Roadtravelled wrote:While both types of individuals are nude, their motivations are different. Being comfortable with your nudity is not the same, as needing to expose yourself for sexual thrills or gratification. While I don't have a problem with someone seeing me nude, I don't have a need to be seen nude.
Well said. That's a critical distinction.
StevieLorna wrote:Woodsman please re-read what I typed.
I have done so. As usual, I think we're not so far apart in our thinking. My point is that I don't have any problem with a person getting a thrill out of either seeing other naked people or being seen naked by other people, as long as they don't make an issue of it or change their behavior towards me because of it. I don't care what goes on inside their heads, nor do I feel a need to police it.

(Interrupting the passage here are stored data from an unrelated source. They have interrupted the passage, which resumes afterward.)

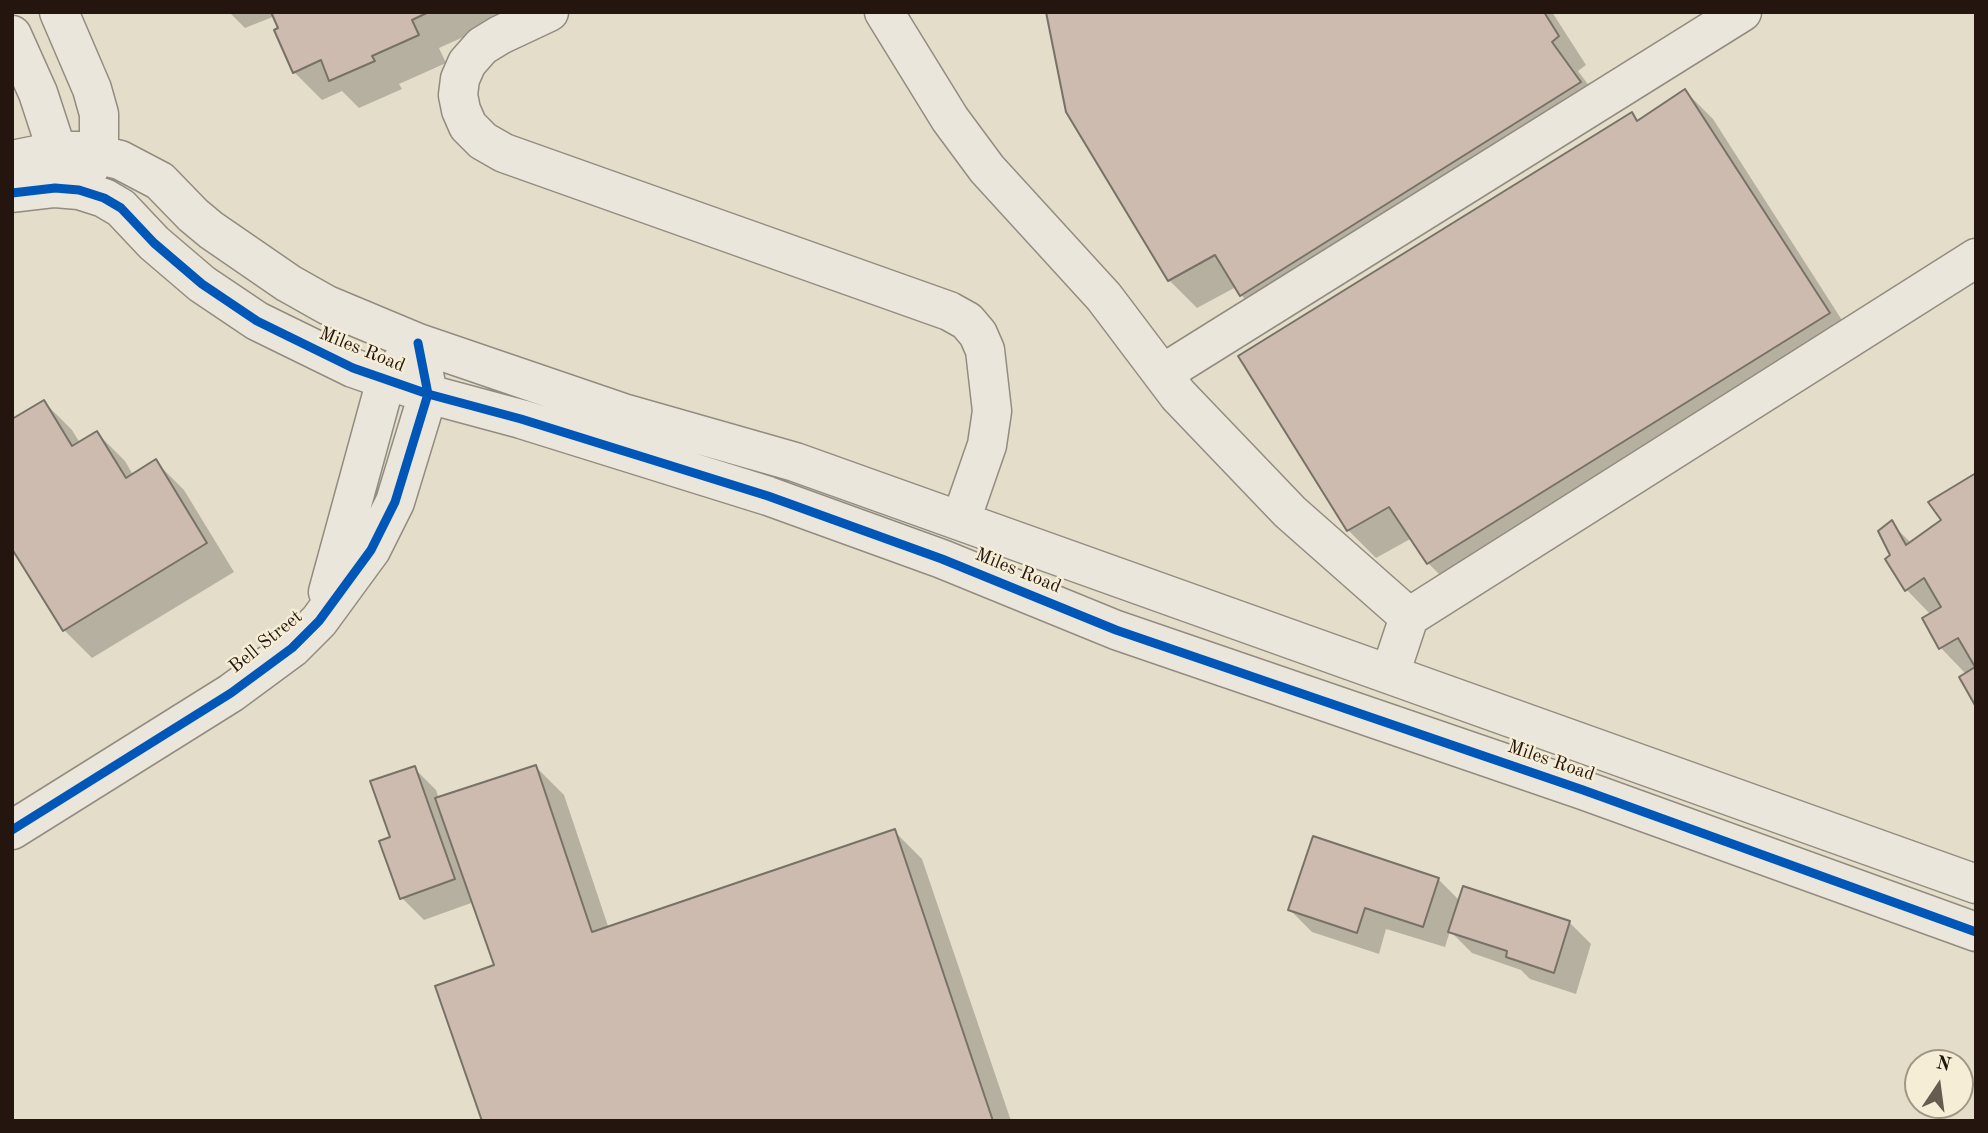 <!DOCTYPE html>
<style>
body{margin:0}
#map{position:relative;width:1988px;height:1133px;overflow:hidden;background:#e4ddc9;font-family:"Old Standard TT",serif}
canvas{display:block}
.frame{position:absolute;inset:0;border:14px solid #24160f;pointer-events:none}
.north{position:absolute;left:1904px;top:1049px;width:70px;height:70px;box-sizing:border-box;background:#f5edd5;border:2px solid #a19786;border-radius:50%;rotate:13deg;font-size:19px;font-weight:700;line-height:28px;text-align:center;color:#24160f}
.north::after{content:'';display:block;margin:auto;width:24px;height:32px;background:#675c50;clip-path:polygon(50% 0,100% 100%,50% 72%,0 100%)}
</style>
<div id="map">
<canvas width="1988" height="1133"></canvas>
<div class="frame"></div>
<div class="north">N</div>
</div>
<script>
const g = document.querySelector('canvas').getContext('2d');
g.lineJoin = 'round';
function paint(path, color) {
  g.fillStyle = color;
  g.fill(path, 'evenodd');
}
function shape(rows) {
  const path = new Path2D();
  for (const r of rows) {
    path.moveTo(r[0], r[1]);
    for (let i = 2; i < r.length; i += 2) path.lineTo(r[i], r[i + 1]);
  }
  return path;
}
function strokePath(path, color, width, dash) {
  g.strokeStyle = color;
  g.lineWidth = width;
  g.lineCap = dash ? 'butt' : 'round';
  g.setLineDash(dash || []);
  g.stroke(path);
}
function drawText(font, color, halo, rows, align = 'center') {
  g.font = font + ' "Old Standard TT",serif';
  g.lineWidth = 5;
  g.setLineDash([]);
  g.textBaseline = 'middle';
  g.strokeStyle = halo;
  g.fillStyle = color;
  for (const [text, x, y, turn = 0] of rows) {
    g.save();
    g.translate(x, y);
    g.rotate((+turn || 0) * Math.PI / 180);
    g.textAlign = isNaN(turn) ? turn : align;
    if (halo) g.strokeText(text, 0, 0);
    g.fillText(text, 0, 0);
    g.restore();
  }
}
paint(shape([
 [229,12,519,12,439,48,446,63,399,84,402,89,359,108,342,91,322,100,294,72,275,16,245,28],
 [1048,12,1552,12,1586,65,1578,71,1608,111,1269,323,1241,295,1236,287,1197,308,1169,280],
 [1685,91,1713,119,1856,342,1456,591,1428,563,1412,538,1376,558,1348,530,1632,115,1639,122],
 [44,402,72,430,80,443,97,433,125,461,133,475,156,462,184,490,234,572,92,658,64,630],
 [1976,475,1976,704,1966,674,1941,648,1924,619,1931,615,1906,589,1893,555,1891,523,1911,543,1943,521],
 [536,767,564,795,609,929,894,831,922,859,1011,1121,484,1121,497,966,474,902,424,920,402,898,393,839,414,768,436,790,439,799],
 [1438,879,1460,901,1569,922,1591,944,1576,994,1530,979,1521,970,1472,953,1450,931,1445,947,1386,929,1379,954,1312,932,1290,910]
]), '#0003');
const building = shape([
 [271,12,429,12,412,20,419,35,372,56,375,61,329,81,321,60,293,73,274,30,278,28,271,12],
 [1046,12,1544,12,1559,36,1552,42,1581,82,1240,296,1215,255,1168,281,1066,112,1046,12],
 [1685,89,1830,313,1427,564,1389,507,1347,531,1238,356,1632,112,1637,121,1685,89],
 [44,400,72,446,97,431,126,478,156,459,207,543,63,631,12,549,12,419,44,400],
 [1976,473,1976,707,1959,677,1975,667,1958,638,1939,649,1922,618,1941,607,1924,578,1905,591,1885,559,1890,555,1878,531,1892,520,1906,545,1941,520,1928,502,1976,473],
 [536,765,592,932,895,829,993,1121,482,1121,435,986,494,965,435,798,536,765],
 [415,766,455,879,400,899,379,841,390,837,370,781,415,766],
 [1313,836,1439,878,1423,927,1365,908,1357,933,1288,910,1313,836],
 [1463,886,1570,921,1554,973,1506,957,1507,951,1448,932,1463,886]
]);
paint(building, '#ccbbae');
strokePath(building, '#777167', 2);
const minor = shape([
 [59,12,92,89,99,114,99,145,86,176],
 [549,12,500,35,482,46,467,63,460,79,458,95,461,110,468,126,483,141,504,153,949,311,967,321,978,334,985,350,992,411,987,445,961,520],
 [884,12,950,119,987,169,1104,297,1178,395,1290,512,1409,617],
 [12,35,38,93,57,151,70,173],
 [12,160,57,151,82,151,120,160,160,181,193,215,211,230,288,283,327,305,418,343,623,413,795,462,1976,884],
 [12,193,55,188,79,190,104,198,121,208,154,243,202,284,257,321,353,368,428,394,521,419,768,496,942,559,1116,630,1583,790,1976,932],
 [1162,374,1742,12],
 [328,592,386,380,402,362],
 [1390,674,1409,617,1976,258],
 [12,830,231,693,292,648,319,621,371,550,395,502,428,394,423,369]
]);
strokePath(minor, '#928c80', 41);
strokePath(minor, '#eae6dc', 38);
strokePath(shape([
 [12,193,55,188,79,190,104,198,121,208,154,243,202,284,257,321,353,368,428,394,521,419,768,496,942,559,1116,630,1583,790,1976,932],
 [12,830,231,693,292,648,319,621,371,550,395,502,428,394,418,343]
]), '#0057b8', 9);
drawText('19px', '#24160f', '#f5edd5', [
 ["Miles Road",362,350,22],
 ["Miles Road",1018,571,22],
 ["Bell Street",266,642,-39],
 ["Miles Road",1551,761,19]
]);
</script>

I remember sharing a hot tub many years ago with some Scandinavian women who were touring the US as part of an athletic program. I couldn't help but admire their perfectly shaped and toned bodies, and found myself fantasizing about getting to know them in a more "Biblical" way. Was that voyeurism? By one definition, it was. But my behavior toward them was utterly correct; we talked about their sport, and how the tour was going, and what the differences were between the way it was practiced here versus in Europe. And did they enjoy displaying their bodies to the rest of us? It's possible. But they were never more than friendly in their deportment; if they got any thrill from it, they kept it to themselves.
And that's the way it should be. None of us are perfect. As long as we are sexual animals, we will find eroticism in many places in our social lives. If a "perfect nudist" is one who never, never displays the slightest tendency toward voyeurism or exhibitionism, and purges every vestige of those "perversions" from their minds, then I don't want to be a "perfect nudist." But I try to be a perfect gentleman.